[[ MATERIAL FOR THIS TASK open ]]

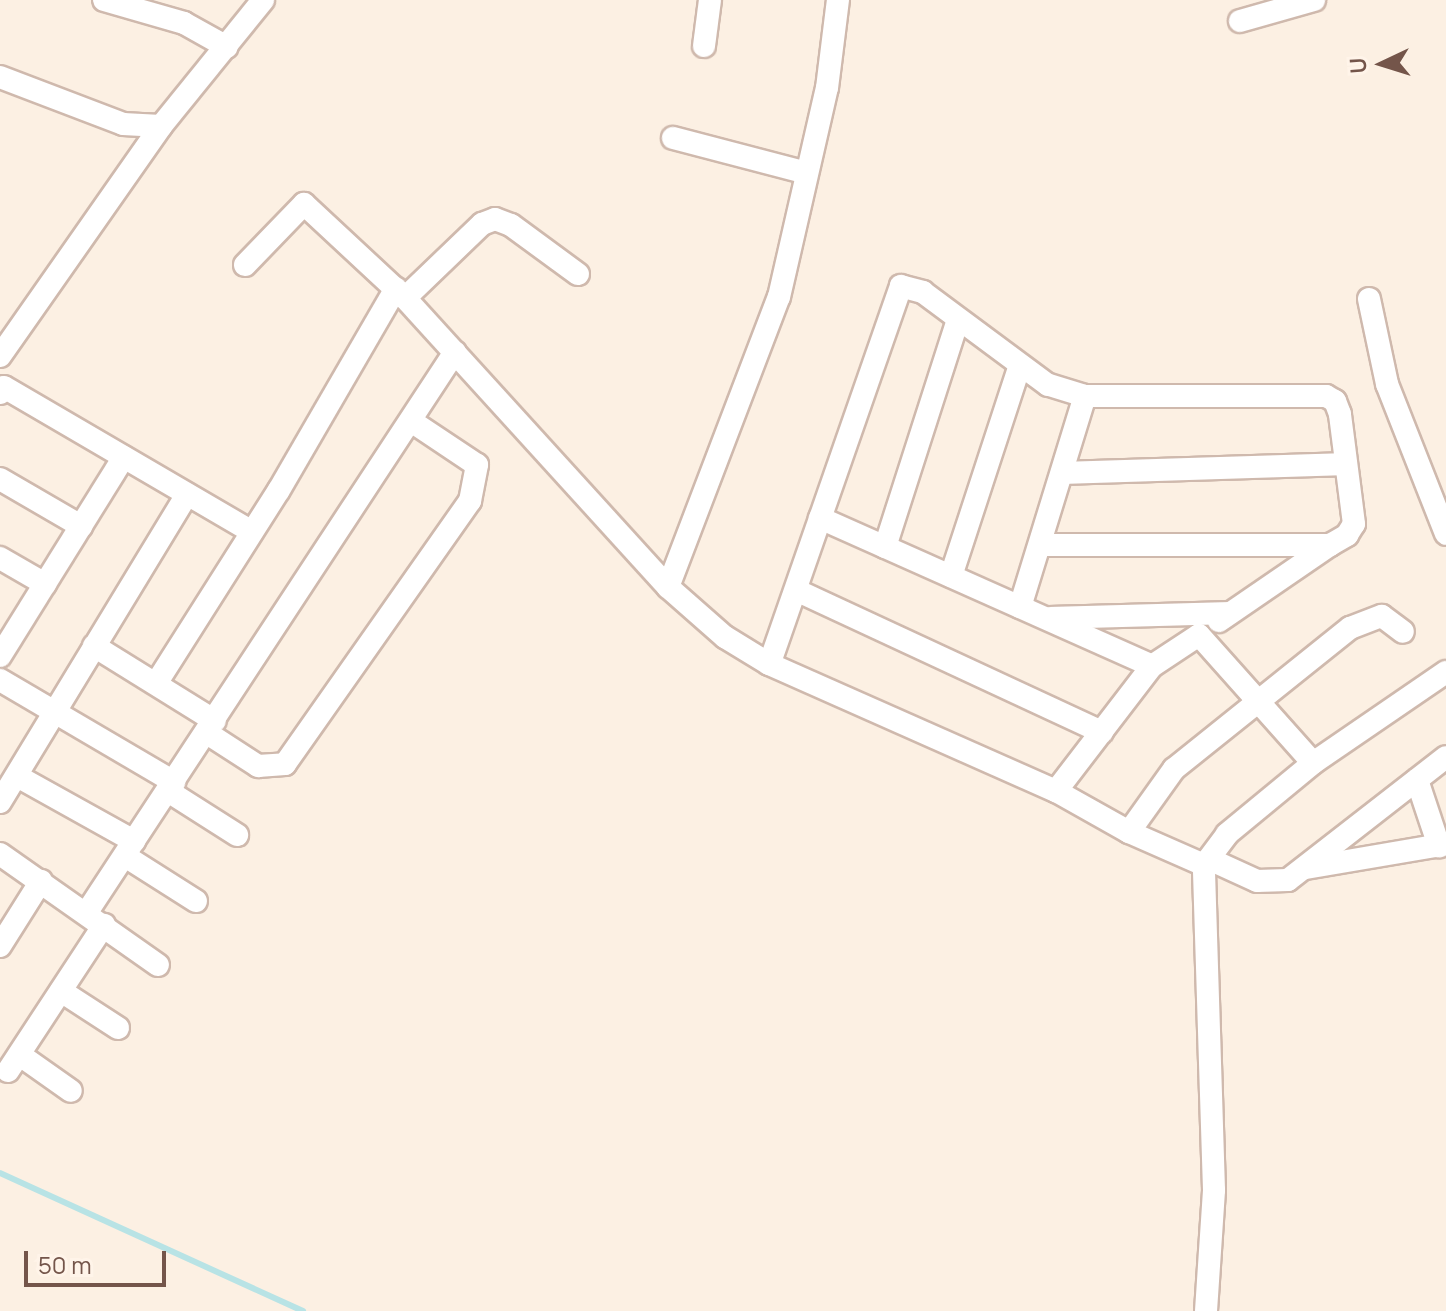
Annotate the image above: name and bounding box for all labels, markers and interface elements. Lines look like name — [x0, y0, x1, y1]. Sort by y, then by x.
north arrow — [1342, 24, 1422, 104]
text: U — [1343, 57, 1374, 75]
scale bar — [28, 1235, 170, 1285]
text: 50 m — [38, 1248, 92, 1281]

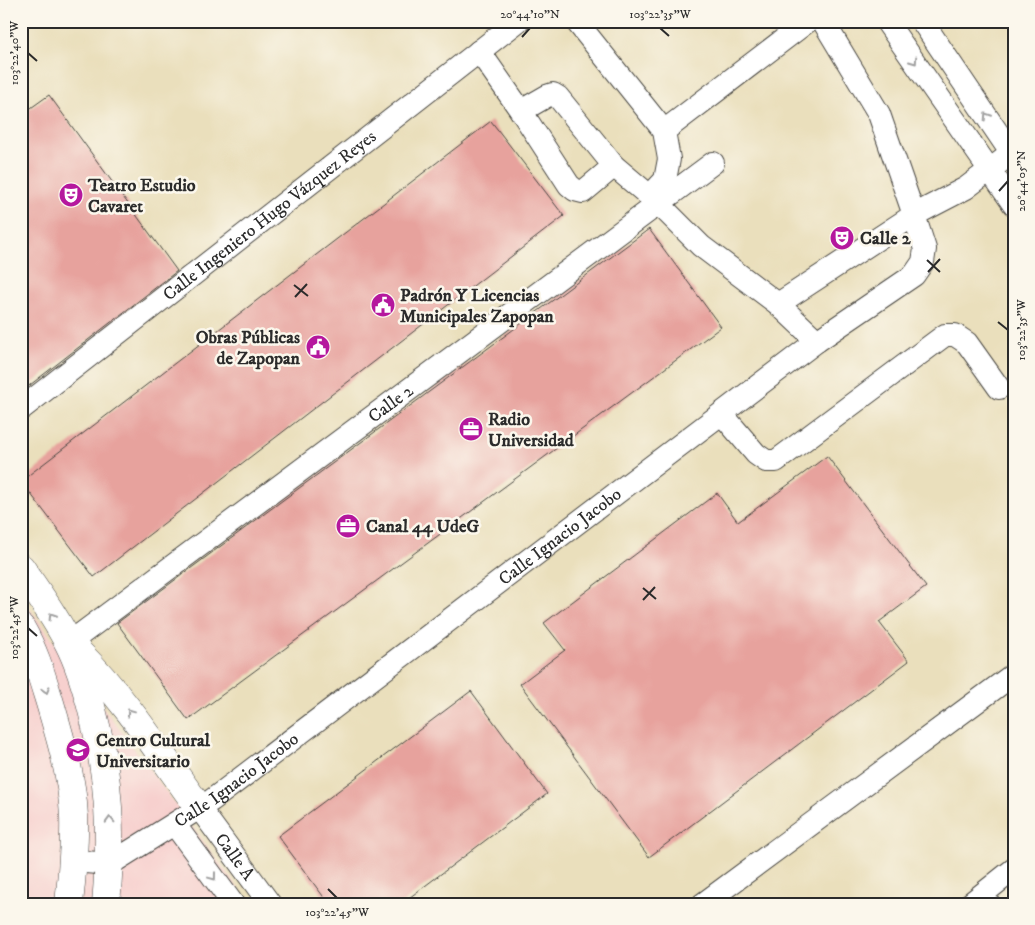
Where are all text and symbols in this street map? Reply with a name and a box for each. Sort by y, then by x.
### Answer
text: 20°44'10"N [500,7,560,22]
text: 103°22'35"W [629,7,692,22]
text: 103°22'40"W [7,20,22,85]
one-way arrow [908,55,917,65]
one-way arrow [984,112,993,122]
street label: Calle Ingeniero Hugo Vázquez Reyes [159,126,381,306]
text: 20°44'05"N [1014,150,1029,212]
place label: Teatro Estudio Cavaret [87,175,196,218]
theatre icon: Teatro Estudio Cavaret [58,182,84,208]
theatre icon: Calle 2 [829,225,855,251]
place label: Calle 2 [860,228,912,250]
place label: Padrón Y Licencias Municipales Zapopan [400,285,554,328]
public building icon: Padrón Y Licencias Municipales Zapopan [370,292,396,318]
text: 103°22'35"W [1014,298,1029,361]
place label: Obras Públicas de Zapopan [196,327,301,370]
public building icon: Obras Públicas de Zapopan [305,334,331,360]
street label: Calle 2 [364,380,418,428]
place label: Radio Universidad [488,409,575,452]
office icon: Radio Universidad [458,416,484,442]
street label: Calle Ignacio Jacobo [495,483,626,591]
office icon: Canal 44 UdeG [335,513,361,539]
place label: Canal 44 UdeG [366,516,479,538]
text: 103°22'45"W [7,595,22,660]
one-way arrow [49,612,58,621]
one-way arrow [40,685,50,693]
one-way arrow [128,709,136,718]
street label: Calle Ignacio Jacobo [171,728,304,833]
place label: Centro Cultural Universitario [96,730,211,773]
school or university icon: Centro Cultural Universitario [65,737,91,763]
one-way arrow [104,816,115,824]
street label: Calle A [210,829,259,885]
one-way arrow [208,871,216,880]
text: 103°22'45"W [305,905,370,920]

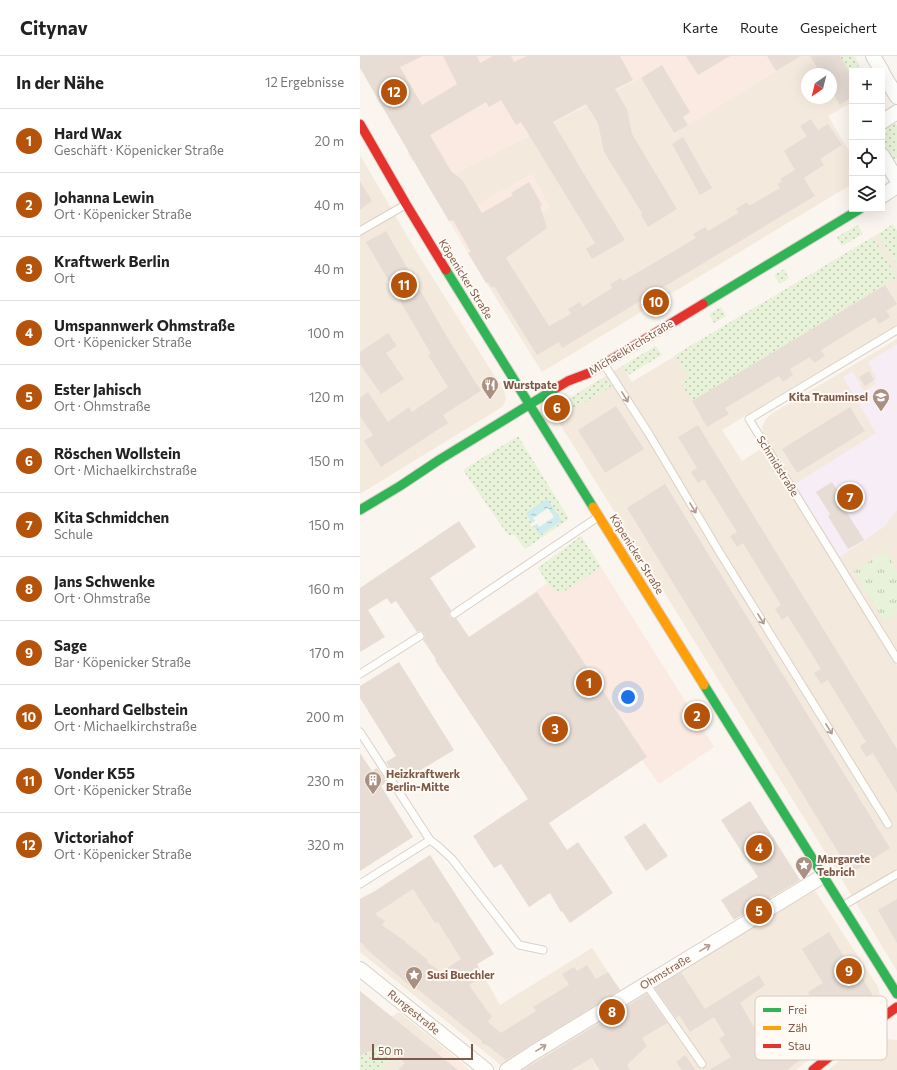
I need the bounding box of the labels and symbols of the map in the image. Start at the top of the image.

[[ MATERIAL FOR THIS TASK closed ]]

*PROBLEM DETAILS*: Transcribe the data verbatim. No picture belongs in the result.

*FINAL ANSWER*:
Annotate the image above: name and bounding box for all labels, markers and interface elements. Lines look like name — [x0, y0, x1, y1]. Sort by y, then by x.
north arrow — [1342, 24, 1422, 104]
text: U — [1343, 57, 1374, 75]
scale bar — [28, 1235, 170, 1285]
text: 50 m — [38, 1248, 92, 1281]

Where are all text and symbols in this street map? Reply with a name and a box for each. Sort by y, then by x.
### Answer
text: 20°44'10"N [500,7,560,22]
text: 103°22'35"W [629,7,692,22]
text: 103°22'40"W [7,20,22,85]
one-way arrow [908,55,917,65]
one-way arrow [984,112,993,122]
street label: Calle Ingeniero Hugo Vázquez Reyes [159,126,381,306]
text: 20°44'05"N [1014,150,1029,212]
place label: Teatro Estudio Cavaret [87,175,196,218]
theatre icon: Teatro Estudio Cavaret [58,182,84,208]
theatre icon: Calle 2 [829,225,855,251]
place label: Calle 2 [860,228,912,250]
place label: Padrón Y Licencias Municipales Zapopan [400,285,554,328]
public building icon: Padrón Y Licencias Municipales Zapopan [370,292,396,318]
text: 103°22'35"W [1014,298,1029,361]
place label: Obras Públicas de Zapopan [196,327,301,370]
public building icon: Obras Públicas de Zapopan [305,334,331,360]
street label: Calle 2 [364,380,418,428]
place label: Radio Universidad [488,409,575,452]
office icon: Radio Universidad [458,416,484,442]
street label: Calle Ignacio Jacobo [495,483,626,591]
office icon: Canal 44 UdeG [335,513,361,539]
place label: Canal 44 UdeG [366,516,479,538]
text: 103°22'45"W [7,595,22,660]
one-way arrow [49,612,58,621]
one-way arrow [40,685,50,693]
one-way arrow [128,709,136,718]
street label: Calle Ignacio Jacobo [171,728,304,833]
place label: Centro Cultural Universitario [96,730,211,773]
school or university icon: Centro Cultural Universitario [65,737,91,763]
one-way arrow [104,816,115,824]
street label: Calle A [210,829,259,885]
one-way arrow [208,871,216,880]
text: 103°22'45"W [305,905,370,920]

I need the bounding box of the labels and symbols of the map in the image. Start at the top of the image.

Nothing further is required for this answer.